◆ What you have to do:
The answer must consist of every line below that holds the word "buttons".

[Stored data entries]
◆ ◆ ◆
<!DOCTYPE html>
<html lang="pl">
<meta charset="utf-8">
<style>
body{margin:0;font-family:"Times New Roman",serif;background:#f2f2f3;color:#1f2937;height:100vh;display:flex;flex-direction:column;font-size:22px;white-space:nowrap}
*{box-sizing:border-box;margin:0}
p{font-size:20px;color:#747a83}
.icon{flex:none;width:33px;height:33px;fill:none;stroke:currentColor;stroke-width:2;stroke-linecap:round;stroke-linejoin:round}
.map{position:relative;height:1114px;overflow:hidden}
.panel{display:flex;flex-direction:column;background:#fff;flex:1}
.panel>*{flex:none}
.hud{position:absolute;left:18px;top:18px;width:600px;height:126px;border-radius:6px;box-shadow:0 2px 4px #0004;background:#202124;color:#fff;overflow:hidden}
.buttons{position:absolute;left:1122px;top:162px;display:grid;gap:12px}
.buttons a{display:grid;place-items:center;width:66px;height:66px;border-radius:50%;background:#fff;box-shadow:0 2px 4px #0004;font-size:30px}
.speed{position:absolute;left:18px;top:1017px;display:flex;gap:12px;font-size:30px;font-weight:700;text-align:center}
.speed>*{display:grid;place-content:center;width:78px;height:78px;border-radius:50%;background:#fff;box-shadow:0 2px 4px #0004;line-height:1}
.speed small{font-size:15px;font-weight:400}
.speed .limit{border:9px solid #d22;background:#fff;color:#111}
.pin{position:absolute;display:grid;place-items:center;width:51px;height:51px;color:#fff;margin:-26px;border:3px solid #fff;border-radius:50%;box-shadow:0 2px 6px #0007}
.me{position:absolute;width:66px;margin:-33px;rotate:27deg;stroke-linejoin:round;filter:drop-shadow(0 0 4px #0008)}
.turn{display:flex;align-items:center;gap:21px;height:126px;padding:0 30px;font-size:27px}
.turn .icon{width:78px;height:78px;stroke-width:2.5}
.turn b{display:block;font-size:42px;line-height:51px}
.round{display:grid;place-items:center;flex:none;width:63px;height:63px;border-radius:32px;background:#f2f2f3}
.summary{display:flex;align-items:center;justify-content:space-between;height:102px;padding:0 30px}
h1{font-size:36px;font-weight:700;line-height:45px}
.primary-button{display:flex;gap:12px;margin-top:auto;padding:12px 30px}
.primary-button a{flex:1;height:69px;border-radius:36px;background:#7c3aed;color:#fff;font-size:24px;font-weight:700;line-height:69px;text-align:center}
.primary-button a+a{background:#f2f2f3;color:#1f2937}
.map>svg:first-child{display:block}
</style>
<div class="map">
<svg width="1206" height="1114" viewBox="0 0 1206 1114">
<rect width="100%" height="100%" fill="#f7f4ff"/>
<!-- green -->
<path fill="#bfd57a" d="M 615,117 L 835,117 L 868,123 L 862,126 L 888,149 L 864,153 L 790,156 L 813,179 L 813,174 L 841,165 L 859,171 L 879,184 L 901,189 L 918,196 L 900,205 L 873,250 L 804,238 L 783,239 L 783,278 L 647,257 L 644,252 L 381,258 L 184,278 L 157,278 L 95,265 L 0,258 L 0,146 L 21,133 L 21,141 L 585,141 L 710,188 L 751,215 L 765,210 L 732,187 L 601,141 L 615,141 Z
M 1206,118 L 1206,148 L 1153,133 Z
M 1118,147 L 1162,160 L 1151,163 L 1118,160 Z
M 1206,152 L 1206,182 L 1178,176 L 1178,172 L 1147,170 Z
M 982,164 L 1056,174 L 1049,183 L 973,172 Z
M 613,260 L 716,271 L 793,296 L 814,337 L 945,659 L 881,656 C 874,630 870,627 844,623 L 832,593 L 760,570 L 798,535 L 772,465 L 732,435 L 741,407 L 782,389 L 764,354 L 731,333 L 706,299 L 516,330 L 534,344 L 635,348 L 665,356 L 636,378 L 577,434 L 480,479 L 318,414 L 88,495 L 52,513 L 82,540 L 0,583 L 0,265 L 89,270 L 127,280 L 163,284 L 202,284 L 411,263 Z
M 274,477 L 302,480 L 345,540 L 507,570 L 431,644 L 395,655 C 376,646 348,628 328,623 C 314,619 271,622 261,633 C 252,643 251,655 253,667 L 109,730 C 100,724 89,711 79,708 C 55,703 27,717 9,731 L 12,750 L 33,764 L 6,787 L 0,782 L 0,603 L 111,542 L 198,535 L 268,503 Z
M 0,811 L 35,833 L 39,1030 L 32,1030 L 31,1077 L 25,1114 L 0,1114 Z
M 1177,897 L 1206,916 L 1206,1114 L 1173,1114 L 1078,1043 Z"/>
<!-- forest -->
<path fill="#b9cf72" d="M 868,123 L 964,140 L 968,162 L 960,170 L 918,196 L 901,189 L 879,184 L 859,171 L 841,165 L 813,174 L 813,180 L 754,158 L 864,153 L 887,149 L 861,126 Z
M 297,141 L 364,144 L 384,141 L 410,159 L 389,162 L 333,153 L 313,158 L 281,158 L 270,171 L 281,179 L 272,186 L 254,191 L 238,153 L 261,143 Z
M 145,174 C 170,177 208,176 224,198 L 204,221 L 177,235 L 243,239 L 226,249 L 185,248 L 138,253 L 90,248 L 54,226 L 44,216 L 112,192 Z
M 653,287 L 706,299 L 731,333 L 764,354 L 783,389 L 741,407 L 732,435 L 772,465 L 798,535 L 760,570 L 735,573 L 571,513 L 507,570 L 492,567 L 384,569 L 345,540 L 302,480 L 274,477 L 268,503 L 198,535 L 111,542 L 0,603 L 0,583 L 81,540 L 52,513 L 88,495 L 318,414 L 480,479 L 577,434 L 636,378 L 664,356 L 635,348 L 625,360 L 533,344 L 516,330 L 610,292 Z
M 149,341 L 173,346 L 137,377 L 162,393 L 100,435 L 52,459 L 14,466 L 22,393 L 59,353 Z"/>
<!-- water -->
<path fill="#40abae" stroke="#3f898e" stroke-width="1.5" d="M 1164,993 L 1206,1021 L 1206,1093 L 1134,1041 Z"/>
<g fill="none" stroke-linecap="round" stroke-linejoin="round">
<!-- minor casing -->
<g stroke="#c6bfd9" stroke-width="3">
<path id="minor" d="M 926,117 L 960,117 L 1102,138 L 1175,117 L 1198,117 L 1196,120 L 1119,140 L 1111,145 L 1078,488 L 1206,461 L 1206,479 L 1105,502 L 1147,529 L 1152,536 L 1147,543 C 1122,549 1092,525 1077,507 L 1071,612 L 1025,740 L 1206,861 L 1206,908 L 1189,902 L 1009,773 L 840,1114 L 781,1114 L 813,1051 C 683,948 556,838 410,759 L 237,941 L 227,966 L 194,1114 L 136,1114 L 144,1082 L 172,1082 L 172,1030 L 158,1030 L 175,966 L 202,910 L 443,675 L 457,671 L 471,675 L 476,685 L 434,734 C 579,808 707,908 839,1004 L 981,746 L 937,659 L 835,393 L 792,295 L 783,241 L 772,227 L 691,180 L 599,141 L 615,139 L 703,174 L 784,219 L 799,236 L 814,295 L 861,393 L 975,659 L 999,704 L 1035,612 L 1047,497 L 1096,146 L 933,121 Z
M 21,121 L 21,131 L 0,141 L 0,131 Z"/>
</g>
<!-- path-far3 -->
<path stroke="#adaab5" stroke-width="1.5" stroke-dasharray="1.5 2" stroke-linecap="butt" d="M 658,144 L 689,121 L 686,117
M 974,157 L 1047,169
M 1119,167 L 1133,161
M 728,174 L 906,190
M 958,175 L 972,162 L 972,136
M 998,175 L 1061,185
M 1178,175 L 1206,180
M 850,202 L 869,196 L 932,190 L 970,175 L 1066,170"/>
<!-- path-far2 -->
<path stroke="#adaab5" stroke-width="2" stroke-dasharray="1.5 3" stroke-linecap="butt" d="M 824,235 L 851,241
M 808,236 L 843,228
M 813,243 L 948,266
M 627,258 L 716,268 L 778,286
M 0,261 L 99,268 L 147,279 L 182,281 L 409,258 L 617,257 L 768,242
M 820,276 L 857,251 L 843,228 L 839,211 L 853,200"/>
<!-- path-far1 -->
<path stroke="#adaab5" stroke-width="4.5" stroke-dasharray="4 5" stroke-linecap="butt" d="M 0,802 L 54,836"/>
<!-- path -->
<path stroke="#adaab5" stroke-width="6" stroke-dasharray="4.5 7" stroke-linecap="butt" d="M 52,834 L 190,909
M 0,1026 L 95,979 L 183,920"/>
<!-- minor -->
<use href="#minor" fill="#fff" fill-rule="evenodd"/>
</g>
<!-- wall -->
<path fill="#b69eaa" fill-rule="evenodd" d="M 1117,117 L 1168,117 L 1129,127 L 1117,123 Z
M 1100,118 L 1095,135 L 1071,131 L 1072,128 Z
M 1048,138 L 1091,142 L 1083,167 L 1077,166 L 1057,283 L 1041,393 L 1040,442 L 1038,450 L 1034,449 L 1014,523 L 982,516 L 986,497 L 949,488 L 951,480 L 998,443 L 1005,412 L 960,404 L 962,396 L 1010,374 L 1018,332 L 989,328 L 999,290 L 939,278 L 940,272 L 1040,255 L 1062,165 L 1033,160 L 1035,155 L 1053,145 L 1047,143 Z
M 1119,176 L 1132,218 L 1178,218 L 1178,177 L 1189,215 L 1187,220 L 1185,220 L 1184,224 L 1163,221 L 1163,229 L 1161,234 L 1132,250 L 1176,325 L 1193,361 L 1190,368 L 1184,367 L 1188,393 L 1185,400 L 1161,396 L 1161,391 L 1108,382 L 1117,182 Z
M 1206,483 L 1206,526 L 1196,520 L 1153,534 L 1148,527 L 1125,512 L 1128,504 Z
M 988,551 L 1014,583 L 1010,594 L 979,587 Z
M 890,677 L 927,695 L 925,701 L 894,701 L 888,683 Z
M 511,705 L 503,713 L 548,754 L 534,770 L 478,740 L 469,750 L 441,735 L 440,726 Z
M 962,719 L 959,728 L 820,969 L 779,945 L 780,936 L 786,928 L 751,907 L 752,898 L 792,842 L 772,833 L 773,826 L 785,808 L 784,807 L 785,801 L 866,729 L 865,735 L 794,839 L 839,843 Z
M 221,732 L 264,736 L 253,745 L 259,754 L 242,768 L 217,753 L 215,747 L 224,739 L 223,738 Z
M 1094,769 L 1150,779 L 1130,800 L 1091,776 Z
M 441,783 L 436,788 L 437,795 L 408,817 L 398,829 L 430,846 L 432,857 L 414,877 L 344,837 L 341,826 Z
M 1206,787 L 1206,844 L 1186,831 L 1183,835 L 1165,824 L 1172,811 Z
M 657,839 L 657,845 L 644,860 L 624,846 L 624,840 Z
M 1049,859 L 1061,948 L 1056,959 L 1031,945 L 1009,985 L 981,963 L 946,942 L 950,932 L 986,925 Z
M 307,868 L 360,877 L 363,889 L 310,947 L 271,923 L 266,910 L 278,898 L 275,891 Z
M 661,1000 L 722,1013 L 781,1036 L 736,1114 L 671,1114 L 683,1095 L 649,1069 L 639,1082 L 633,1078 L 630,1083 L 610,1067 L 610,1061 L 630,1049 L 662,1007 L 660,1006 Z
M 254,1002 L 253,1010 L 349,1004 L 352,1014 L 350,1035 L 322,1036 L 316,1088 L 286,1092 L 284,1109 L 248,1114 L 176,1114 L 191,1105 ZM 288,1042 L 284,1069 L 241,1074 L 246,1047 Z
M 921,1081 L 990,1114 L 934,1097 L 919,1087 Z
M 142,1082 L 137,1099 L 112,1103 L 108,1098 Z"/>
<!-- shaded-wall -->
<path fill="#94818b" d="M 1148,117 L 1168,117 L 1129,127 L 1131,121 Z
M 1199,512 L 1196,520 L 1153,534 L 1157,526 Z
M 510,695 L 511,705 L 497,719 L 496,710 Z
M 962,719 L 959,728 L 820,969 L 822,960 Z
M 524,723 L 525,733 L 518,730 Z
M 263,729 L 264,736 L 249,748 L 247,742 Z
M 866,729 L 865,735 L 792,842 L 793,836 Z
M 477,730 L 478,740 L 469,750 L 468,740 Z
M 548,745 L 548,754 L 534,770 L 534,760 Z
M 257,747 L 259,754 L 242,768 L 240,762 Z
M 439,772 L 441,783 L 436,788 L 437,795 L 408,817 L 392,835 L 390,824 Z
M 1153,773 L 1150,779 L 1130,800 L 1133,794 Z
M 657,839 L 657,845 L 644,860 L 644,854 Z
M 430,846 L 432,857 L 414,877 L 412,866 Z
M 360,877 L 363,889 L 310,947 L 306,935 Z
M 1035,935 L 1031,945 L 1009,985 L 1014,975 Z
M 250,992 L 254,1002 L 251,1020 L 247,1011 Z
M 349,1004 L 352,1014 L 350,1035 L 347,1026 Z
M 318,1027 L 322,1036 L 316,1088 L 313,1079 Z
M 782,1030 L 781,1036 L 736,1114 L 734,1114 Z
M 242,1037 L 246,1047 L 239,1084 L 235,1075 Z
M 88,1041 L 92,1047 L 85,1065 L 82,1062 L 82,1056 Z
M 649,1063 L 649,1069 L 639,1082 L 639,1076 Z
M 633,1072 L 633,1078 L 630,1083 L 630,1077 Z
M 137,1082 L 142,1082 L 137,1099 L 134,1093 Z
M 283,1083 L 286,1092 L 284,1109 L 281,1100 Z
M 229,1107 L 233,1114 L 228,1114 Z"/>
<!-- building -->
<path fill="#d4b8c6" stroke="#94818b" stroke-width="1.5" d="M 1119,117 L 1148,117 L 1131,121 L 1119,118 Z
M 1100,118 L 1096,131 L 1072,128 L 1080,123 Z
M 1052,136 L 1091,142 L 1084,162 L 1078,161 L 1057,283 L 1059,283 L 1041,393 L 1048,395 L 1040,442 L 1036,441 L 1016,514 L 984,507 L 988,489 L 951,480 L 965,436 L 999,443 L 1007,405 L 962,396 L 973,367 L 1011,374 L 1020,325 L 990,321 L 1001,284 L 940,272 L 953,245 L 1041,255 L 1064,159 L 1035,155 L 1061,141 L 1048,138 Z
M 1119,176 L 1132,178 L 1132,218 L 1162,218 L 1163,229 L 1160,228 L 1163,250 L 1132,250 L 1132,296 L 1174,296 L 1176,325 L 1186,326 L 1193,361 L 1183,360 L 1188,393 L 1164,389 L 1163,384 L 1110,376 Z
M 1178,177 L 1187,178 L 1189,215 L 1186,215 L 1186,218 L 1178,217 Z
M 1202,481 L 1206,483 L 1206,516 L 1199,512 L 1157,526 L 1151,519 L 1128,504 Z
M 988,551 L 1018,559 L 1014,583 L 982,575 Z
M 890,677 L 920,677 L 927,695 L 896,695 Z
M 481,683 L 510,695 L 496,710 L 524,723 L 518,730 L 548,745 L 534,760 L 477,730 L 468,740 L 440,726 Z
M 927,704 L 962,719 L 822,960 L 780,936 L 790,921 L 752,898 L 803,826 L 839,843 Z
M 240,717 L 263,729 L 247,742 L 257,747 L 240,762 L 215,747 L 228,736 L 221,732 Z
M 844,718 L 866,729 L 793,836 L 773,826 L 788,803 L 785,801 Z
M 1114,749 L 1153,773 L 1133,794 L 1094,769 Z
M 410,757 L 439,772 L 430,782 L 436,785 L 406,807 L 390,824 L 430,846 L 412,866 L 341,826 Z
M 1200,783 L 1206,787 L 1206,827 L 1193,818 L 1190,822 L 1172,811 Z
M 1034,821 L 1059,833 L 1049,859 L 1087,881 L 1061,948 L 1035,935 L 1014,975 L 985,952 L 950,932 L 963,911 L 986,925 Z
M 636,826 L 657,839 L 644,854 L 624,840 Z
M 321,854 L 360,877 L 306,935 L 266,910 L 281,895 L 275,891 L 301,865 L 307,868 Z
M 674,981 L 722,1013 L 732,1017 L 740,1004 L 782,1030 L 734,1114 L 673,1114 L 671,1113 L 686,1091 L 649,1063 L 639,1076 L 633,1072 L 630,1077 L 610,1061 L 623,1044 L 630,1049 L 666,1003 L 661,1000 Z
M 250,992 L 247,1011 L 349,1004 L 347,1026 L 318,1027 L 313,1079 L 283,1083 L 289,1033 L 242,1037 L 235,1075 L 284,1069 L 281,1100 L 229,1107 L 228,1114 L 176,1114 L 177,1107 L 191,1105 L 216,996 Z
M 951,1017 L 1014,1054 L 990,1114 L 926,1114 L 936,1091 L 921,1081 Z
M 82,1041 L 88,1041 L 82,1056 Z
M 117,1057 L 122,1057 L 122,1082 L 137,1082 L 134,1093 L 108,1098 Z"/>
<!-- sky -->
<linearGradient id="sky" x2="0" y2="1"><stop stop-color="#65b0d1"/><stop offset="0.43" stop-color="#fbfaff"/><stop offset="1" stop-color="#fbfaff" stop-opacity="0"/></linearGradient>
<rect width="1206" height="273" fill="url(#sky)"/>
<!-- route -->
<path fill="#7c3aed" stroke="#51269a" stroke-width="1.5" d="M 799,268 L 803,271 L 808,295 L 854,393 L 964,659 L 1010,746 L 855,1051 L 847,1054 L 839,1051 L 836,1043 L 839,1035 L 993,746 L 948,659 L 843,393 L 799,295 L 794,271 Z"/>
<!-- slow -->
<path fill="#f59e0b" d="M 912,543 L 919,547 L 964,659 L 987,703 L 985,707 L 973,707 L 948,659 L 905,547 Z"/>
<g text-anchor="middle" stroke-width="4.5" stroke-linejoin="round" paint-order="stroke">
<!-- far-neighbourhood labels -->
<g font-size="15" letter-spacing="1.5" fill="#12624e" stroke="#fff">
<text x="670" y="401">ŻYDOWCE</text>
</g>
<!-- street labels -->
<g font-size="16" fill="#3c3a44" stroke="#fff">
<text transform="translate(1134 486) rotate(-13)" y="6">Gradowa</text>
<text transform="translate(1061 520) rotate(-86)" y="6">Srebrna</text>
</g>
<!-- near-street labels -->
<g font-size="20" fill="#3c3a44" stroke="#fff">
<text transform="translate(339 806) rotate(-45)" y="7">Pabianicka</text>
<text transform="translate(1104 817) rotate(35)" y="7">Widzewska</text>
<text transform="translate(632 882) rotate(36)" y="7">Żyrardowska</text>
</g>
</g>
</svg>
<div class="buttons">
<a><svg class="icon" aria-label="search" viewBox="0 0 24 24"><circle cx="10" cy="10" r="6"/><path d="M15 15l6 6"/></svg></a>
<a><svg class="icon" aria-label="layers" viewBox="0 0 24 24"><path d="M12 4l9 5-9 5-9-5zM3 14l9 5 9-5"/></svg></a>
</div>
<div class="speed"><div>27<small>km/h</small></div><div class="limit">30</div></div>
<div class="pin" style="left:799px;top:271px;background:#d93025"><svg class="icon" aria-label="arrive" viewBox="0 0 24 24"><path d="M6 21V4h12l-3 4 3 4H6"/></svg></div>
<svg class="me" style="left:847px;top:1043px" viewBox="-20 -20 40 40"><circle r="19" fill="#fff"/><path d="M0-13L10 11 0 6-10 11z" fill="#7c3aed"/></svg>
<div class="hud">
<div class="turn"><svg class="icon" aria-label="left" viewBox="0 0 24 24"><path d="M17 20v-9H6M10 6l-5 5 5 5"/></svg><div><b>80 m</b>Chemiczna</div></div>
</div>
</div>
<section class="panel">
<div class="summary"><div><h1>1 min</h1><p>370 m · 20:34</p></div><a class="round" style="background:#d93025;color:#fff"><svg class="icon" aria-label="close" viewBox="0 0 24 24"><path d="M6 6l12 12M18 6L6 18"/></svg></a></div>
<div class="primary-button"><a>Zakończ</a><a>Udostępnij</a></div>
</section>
◆ ◆ ◆
◆ Exercise answer:
.buttons{position:absolute;left:1122px;top:162px;display:grid;gap:12px}
.buttons a{display:grid;place-items:center;width:66px;height:66px;border-radius:50%;background:#fff;box-shadow:0 2px 4px #0004;font-size:30px}
<div class="buttons">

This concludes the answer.